Every time you’re unkind to yourself for skipping a workout, or procrastinating, or having too much fast food, you’re not motivating yourself. Actually, you’re making it harder to try again tomorrow.
All that self-punishment isn’t keeping you in line, it’s the thing keeping you stuck.
(Side note: this is also why the “I’ll start fresh on Monday!” cycle exists. You’re not resetting. You’re just recovering from the shame of last week long enough to try again. Ask me how I know…)
Being kind to yourself isn't the same as letting yourself off the hook
And look, I get the resistance. But if I’m kind to myself I’ll just do nothing.
I thought that too. For years. While changing precisely nothing.
Spoiler: compassion doesn’t make you soft. It makes you more likely to get back up. It just removes the part where you have to hate yourself first.
Which makes sense, right? You don’t do your best work for a boss who screams at you. You do it for someone who believes you’re capable and gives you room to figure it out.
We spend so much energy on the DOING of habits. The right routine. The right app. The right morning protocol.
But none of that works if the person doing the habits fundamentally doesn’t trust herself to follow through.
And you can’t build that trust by yelling at yourself. You build it the same way you’d build trust with anyone: by keeping small promises and not being a dick when things go sideways.
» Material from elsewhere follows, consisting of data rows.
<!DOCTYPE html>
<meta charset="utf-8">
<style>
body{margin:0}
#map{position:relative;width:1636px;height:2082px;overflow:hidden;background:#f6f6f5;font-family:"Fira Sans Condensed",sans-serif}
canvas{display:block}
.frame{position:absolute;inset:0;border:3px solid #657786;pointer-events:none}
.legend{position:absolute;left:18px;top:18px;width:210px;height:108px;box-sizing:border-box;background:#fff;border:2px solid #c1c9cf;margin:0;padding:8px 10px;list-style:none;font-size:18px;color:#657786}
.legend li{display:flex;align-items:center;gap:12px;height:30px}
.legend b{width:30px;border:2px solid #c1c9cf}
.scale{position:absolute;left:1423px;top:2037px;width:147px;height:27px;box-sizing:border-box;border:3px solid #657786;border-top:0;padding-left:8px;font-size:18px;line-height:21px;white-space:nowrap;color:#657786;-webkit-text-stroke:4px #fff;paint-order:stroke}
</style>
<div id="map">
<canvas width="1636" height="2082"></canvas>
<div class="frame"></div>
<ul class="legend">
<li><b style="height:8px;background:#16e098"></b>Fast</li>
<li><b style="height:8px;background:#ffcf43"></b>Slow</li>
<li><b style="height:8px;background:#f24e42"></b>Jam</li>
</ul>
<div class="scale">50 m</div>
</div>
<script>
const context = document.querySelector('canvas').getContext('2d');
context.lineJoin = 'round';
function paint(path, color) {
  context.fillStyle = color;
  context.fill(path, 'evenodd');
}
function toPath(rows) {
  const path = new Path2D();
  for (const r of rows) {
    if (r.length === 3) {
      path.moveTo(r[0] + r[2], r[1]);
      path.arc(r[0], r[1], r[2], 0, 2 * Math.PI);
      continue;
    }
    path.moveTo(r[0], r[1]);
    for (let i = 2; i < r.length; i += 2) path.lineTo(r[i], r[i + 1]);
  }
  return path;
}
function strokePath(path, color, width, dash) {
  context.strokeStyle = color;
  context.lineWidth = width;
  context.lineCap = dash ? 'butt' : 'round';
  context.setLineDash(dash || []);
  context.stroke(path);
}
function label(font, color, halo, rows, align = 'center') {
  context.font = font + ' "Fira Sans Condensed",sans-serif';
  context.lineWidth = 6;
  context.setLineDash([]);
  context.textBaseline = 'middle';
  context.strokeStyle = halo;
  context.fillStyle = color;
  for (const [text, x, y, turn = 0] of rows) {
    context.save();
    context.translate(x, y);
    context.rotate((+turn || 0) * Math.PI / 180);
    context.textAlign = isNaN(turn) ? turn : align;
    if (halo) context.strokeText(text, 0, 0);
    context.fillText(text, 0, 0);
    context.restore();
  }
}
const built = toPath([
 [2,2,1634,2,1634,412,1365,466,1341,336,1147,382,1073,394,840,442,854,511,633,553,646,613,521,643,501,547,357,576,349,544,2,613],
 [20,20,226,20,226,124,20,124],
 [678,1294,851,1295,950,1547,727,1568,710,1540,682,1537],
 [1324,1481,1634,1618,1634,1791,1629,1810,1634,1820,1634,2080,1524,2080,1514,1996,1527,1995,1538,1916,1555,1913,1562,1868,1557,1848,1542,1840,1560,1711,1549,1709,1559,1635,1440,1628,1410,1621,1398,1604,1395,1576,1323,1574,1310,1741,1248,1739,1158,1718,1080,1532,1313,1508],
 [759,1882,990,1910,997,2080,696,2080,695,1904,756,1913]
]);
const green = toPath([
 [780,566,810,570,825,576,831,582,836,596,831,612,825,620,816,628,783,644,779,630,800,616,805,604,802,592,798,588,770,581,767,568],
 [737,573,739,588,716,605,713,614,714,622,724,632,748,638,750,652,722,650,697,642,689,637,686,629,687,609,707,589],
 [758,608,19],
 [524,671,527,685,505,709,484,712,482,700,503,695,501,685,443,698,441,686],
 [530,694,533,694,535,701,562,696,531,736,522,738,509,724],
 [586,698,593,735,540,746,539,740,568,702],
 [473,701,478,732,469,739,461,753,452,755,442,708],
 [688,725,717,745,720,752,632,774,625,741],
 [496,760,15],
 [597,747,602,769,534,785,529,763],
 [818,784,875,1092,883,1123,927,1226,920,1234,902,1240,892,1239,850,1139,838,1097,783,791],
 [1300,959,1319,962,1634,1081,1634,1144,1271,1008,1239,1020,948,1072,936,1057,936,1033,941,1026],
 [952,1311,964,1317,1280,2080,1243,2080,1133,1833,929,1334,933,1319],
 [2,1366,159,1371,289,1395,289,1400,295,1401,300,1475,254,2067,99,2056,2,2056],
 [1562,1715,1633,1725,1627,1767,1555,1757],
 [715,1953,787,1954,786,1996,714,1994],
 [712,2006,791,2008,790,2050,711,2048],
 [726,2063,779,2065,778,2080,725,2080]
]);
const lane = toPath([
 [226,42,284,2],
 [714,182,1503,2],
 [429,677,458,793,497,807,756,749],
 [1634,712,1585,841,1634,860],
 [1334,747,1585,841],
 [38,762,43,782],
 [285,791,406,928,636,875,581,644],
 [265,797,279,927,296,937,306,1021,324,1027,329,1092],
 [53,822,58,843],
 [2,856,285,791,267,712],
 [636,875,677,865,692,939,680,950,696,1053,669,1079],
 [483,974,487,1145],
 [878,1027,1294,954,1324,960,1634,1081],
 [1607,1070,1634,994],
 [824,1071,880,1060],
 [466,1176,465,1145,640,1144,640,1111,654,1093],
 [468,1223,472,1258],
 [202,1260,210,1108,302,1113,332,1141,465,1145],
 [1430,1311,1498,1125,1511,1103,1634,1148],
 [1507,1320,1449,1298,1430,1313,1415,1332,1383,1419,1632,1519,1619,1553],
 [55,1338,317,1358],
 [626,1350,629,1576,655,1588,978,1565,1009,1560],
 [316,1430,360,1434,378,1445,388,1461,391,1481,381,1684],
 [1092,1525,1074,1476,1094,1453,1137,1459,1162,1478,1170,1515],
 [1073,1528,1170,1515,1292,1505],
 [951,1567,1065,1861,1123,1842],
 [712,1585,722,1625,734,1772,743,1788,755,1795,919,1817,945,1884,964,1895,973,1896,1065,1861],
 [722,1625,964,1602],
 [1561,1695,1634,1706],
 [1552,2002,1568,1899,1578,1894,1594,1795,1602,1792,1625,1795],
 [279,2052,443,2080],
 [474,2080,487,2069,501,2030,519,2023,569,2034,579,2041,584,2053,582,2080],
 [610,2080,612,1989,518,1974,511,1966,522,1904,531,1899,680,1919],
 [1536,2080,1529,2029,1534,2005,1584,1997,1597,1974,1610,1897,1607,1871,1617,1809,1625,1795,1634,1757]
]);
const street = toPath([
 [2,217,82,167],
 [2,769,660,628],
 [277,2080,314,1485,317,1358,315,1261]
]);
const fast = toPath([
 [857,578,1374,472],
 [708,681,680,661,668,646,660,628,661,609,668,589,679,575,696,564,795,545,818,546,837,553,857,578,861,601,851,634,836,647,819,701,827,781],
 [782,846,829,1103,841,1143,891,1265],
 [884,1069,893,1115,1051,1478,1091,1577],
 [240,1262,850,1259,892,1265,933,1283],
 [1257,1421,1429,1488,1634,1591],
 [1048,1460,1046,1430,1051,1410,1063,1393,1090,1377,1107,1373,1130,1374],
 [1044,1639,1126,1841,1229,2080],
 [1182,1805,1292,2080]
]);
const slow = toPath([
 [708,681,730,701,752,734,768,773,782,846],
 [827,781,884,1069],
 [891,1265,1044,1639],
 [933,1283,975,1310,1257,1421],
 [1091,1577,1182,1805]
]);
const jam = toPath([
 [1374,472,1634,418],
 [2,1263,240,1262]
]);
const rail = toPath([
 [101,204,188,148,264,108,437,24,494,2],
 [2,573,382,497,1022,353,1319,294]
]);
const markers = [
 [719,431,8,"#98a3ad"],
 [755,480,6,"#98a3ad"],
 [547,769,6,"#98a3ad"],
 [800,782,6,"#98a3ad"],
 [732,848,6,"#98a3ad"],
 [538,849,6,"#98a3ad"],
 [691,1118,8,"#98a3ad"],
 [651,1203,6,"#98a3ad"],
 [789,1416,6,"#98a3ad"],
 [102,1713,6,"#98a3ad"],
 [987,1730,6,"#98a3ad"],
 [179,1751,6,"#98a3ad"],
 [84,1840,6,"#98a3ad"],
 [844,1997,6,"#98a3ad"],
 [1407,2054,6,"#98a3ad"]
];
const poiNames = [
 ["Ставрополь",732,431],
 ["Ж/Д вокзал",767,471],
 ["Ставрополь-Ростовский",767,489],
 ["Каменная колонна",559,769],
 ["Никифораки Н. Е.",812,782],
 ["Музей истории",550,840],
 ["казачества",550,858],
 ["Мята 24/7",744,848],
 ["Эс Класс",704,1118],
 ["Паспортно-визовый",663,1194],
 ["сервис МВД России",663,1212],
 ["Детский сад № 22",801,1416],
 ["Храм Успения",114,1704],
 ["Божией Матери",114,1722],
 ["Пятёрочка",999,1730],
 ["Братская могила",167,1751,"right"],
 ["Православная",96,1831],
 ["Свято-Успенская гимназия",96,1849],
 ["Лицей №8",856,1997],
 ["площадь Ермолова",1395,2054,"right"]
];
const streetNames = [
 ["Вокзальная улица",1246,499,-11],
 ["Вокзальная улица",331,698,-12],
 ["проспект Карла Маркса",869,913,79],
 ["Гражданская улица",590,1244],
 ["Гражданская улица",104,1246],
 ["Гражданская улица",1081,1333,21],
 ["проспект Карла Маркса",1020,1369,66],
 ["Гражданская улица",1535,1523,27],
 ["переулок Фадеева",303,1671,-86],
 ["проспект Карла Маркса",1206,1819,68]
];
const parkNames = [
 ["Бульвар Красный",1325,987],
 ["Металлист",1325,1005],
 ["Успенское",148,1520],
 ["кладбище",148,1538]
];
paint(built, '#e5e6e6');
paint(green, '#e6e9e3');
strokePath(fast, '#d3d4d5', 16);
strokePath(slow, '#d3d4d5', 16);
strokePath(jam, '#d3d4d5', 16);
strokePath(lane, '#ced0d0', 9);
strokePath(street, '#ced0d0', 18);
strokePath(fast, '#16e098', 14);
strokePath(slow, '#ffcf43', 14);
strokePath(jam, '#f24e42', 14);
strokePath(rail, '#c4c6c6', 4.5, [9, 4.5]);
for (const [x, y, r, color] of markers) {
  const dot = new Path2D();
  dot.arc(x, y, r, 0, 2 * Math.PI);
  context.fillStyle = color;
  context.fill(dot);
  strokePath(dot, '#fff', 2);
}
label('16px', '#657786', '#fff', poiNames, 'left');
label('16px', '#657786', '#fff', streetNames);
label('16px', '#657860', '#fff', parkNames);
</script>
But (and this is the bit I wish someone had told me sooner) it’s not just about the inner voice. It’s also about what you’re working with.
We’re told that fix the mindset = fix the habits. But the older I get the more I see that it’s both.
How you talk to yourself AND how your life is set up.
Because you can be endlessly compassionate with yourself about not exercising, but if your trainers are buried in a cupboard and your gym is 40 minutes away and your mornings are already chaos... compassion alone isn’t going to get you there.
You also need to make the thing easier to do.
Your experiment this week
Pick one promise to keep to yourself this week. Something small enough that you’d feel almost silly failing at it. A glass of water before coffee. A ten-minute walk before turning on your laptop. Lights out by 11. One. And when you break it (because you will at some point, because..human), notice what you say to yourself. If the first voice that shows up is for fuck’s sake, you can’t even do THIS? Catch it. Replace it with what you’d say to your best friend. OK. What happened? What do we try differently?
Make that one thing stupidly easy to do. Put the glass by the kettle. Lay out your shoes by the door. Set a phone alarm at 10:15pm. Don’t rely on willpower or motivation. Set up your environment so the thing almost does itself.
Trust isn’t built through grand gestures. It’s built through boring, repeated, tiny follow-throughs. And self-compassion isn’t about letting yourself off the hook. It’s about staying in the game long enough to actually change.
I spent years at war with myself. Trying to punish and discipline and shame my way into being someone I liked. It never worked.
What worked was becoming someone I could trust. Slowly. Imperfectly. One kept promise at a time.
Be that person. Not perfect. Not fixed. Just someone who shows up, tries, and doesn’t tear herself apart when it gets messy.